Dataset entries
►

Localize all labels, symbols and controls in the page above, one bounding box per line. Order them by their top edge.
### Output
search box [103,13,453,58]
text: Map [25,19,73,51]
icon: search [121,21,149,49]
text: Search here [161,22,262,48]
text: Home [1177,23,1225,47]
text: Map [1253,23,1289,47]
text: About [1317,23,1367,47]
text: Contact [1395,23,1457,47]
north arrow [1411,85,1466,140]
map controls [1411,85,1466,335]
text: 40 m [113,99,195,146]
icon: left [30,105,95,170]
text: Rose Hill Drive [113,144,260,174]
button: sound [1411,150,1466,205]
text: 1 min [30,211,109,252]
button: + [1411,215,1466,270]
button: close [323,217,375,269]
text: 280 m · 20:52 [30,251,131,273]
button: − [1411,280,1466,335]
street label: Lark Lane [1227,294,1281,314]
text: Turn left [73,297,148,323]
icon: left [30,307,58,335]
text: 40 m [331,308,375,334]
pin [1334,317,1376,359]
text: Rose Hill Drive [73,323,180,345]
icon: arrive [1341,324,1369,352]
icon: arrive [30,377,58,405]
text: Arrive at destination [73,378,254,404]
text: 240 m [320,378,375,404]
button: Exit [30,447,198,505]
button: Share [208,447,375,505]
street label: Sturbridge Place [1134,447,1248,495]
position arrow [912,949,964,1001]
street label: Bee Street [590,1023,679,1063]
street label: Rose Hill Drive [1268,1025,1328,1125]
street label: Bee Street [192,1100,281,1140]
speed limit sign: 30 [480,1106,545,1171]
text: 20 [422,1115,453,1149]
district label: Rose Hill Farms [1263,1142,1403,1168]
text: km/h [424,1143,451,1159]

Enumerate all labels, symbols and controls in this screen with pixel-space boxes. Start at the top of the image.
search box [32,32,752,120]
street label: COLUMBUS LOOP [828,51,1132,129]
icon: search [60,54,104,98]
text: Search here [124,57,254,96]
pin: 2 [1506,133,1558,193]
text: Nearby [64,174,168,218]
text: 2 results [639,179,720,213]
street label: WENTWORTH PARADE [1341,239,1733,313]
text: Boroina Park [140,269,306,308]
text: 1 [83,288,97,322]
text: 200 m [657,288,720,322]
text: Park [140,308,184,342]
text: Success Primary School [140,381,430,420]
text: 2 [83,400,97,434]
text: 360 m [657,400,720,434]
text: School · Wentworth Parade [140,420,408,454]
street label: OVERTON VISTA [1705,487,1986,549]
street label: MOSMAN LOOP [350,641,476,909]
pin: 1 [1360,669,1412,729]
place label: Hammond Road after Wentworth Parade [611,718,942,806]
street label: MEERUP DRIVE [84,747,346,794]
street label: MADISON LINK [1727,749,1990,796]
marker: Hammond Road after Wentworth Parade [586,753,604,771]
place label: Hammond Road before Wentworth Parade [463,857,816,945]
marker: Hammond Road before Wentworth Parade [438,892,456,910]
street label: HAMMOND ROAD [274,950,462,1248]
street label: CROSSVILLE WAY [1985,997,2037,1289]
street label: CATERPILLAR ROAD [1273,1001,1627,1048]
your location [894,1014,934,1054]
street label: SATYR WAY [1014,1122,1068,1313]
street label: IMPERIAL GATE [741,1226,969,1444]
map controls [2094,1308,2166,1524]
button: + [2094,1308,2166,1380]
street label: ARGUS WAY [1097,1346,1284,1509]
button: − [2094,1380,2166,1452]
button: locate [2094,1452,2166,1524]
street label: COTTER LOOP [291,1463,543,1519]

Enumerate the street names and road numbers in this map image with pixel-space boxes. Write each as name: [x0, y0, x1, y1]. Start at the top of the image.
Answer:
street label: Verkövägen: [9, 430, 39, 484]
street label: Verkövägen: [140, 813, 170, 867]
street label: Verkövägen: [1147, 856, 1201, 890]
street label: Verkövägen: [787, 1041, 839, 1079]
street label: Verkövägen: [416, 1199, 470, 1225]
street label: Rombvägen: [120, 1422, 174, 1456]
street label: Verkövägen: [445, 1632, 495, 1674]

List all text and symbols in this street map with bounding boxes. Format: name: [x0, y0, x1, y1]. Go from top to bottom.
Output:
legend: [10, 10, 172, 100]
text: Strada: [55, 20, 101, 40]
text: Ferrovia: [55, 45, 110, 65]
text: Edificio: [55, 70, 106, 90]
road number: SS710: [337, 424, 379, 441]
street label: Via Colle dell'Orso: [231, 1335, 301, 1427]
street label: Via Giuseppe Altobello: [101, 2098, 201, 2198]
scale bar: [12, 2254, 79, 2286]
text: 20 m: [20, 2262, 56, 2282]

◄

Your objective: Repeat the records above exactly, from the first line to the last.

Completed exercise:
Localize all labels, symbols and controls in the page above, one bounding box per line. Order them by their top edge.
### Output
search box [103,13,453,58]
text: Map [25,19,73,51]
icon: search [121,21,149,49]
text: Search here [161,22,262,48]
text: Home [1177,23,1225,47]
text: Map [1253,23,1289,47]
text: About [1317,23,1367,47]
text: Contact [1395,23,1457,47]
north arrow [1411,85,1466,140]
map controls [1411,85,1466,335]
text: 40 m [113,99,195,146]
icon: left [30,105,95,170]
text: Rose Hill Drive [113,144,260,174]
button: sound [1411,150,1466,205]
text: 1 min [30,211,109,252]
button: + [1411,215,1466,270]
button: close [323,217,375,269]
text: 280 m · 20:52 [30,251,131,273]
button: − [1411,280,1466,335]
street label: Lark Lane [1227,294,1281,314]
text: Turn left [73,297,148,323]
icon: left [30,307,58,335]
text: 40 m [331,308,375,334]
pin [1334,317,1376,359]
text: Rose Hill Drive [73,323,180,345]
icon: arrive [1341,324,1369,352]
icon: arrive [30,377,58,405]
text: Arrive at destination [73,378,254,404]
text: 240 m [320,378,375,404]
button: Exit [30,447,198,505]
button: Share [208,447,375,505]
street label: Sturbridge Place [1134,447,1248,495]
position arrow [912,949,964,1001]
street label: Bee Street [590,1023,679,1063]
street label: Rose Hill Drive [1268,1025,1328,1125]
street label: Bee Street [192,1100,281,1140]
speed limit sign: 30 [480,1106,545,1171]
text: 20 [422,1115,453,1149]
district label: Rose Hill Farms [1263,1142,1403,1168]
text: km/h [424,1143,451,1159]

Enumerate all labels, symbols and controls in this screen with pixel-space boxes. Start at the top of the image.
search box [32,32,752,120]
street label: COLUMBUS LOOP [828,51,1132,129]
icon: search [60,54,104,98]
text: Search here [124,57,254,96]
pin: 2 [1506,133,1558,193]
text: Nearby [64,174,168,218]
text: 2 results [639,179,720,213]
street label: WENTWORTH PARADE [1341,239,1733,313]
text: Boroina Park [140,269,306,308]
text: 1 [83,288,97,322]
text: 200 m [657,288,720,322]
text: Park [140,308,184,342]
text: Success Primary School [140,381,430,420]
text: 2 [83,400,97,434]
text: 360 m [657,400,720,434]
text: School · Wentworth Parade [140,420,408,454]
street label: OVERTON VISTA [1705,487,1986,549]
street label: MOSMAN LOOP [350,641,476,909]
pin: 1 [1360,669,1412,729]
place label: Hammond Road after Wentworth Parade [611,718,942,806]
street label: MEERUP DRIVE [84,747,346,794]
street label: MADISON LINK [1727,749,1990,796]
marker: Hammond Road after Wentworth Parade [586,753,604,771]
place label: Hammond Road before Wentworth Parade [463,857,816,945]
marker: Hammond Road before Wentworth Parade [438,892,456,910]
street label: HAMMOND ROAD [274,950,462,1248]
street label: CROSSVILLE WAY [1985,997,2037,1289]
street label: CATERPILLAR ROAD [1273,1001,1627,1048]
your location [894,1014,934,1054]
street label: SATYR WAY [1014,1122,1068,1313]
street label: IMPERIAL GATE [741,1226,969,1444]
map controls [2094,1308,2166,1524]
button: + [2094,1308,2166,1380]
street label: ARGUS WAY [1097,1346,1284,1509]
button: − [2094,1380,2166,1452]
button: locate [2094,1452,2166,1524]
street label: COTTER LOOP [291,1463,543,1519]

Enumerate the street names and road numbers in this map image with pixel-space boxes. Write each as name: [x0, y0, x1, y1]. Start at the top of the image.
Answer:
street label: Verkövägen: [9, 430, 39, 484]
street label: Verkövägen: [140, 813, 170, 867]
street label: Verkövägen: [1147, 856, 1201, 890]
street label: Verkövägen: [787, 1041, 839, 1079]
street label: Verkövägen: [416, 1199, 470, 1225]
street label: Rombvägen: [120, 1422, 174, 1456]
street label: Verkövägen: [445, 1632, 495, 1674]

List all text and symbols in this street map with bounding boxes. Format: name: [x0, y0, x1, y1]. Go from top to bottom.
Output:
legend: [10, 10, 172, 100]
text: Strada: [55, 20, 101, 40]
text: Ferrovia: [55, 45, 110, 65]
text: Edificio: [55, 70, 106, 90]
road number: SS710: [337, 424, 379, 441]
street label: Via Colle dell'Orso: [231, 1335, 301, 1427]
street label: Via Giuseppe Altobello: [101, 2098, 201, 2198]
scale bar: [12, 2254, 79, 2286]
text: 20 m: [20, 2262, 56, 2282]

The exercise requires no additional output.